Abstract
We consider non-conforming discretizations of the stationary Stokes equation in two and three dimensions by Crouzeix-Raviart type elements. The original definition in the seminal paper by M. Crouzeix and P.-A. Raviart in 1973 is implicit and also contains substantial freedom for a concrete choice.
In our talk, we introduce canonical Crouzeix-Raviart basis functions in 2D and 3D in a fully explicit way. We prove that results on the well-posedness of canonical Crouzeix-Raviart element for the Stokes equation. We identify spurious pressure modes for the conforming (k,k-1) 3D Stokes element and show that these are eliminated by using the canonical Crouzeix-Raviart space
Brief Biography
Stefan Sauter (born in Heidelberg) is a German-swiss mathematician, whose field of research is numerical analysis.
He studied mathematics and physics at the University of Heidelberg (1985-1990) and moved to the University of Kiel for his Ph.D. (1990-1993). The title of his thesis is "On the efficient use of the Galerkin method for solving Fredholm integral equations".
During 1993/94 he was a post-doc at the University of Maryland, College Park and, afterward, went back to Kiel for his habiliation (1998); title: Coarsening of finite element spaces.

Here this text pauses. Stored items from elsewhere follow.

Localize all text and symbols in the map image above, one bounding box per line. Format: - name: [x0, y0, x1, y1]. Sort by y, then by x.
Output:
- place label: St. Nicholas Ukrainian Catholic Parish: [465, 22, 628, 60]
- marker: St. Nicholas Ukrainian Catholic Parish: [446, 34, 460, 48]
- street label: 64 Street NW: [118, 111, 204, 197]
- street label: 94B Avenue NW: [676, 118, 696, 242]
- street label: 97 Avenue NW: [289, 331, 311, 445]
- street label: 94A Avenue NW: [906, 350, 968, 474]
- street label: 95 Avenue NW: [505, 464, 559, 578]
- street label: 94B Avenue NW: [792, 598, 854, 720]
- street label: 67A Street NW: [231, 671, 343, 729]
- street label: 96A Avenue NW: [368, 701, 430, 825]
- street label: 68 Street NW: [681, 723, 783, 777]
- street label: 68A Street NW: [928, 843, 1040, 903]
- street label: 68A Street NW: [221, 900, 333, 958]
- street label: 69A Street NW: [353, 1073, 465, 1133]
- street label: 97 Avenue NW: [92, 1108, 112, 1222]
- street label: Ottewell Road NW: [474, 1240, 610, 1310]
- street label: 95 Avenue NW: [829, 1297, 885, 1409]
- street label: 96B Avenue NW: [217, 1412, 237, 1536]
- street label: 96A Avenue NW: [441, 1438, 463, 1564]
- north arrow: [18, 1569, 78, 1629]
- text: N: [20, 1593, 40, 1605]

In 1998 he became a full professor at the University of Leipzig and moved to the University of Zurich (1999) for a chair in applied mathematics. His main research interest is the development of fast numerical methods for solving integral and differential equations. He is the (co)author of three monographs and more than 100 peer-reviewed journal publications. 1996 he was awarded the Oberwolfach-price. Since 2020 he is a member of the European Academy of Sciences.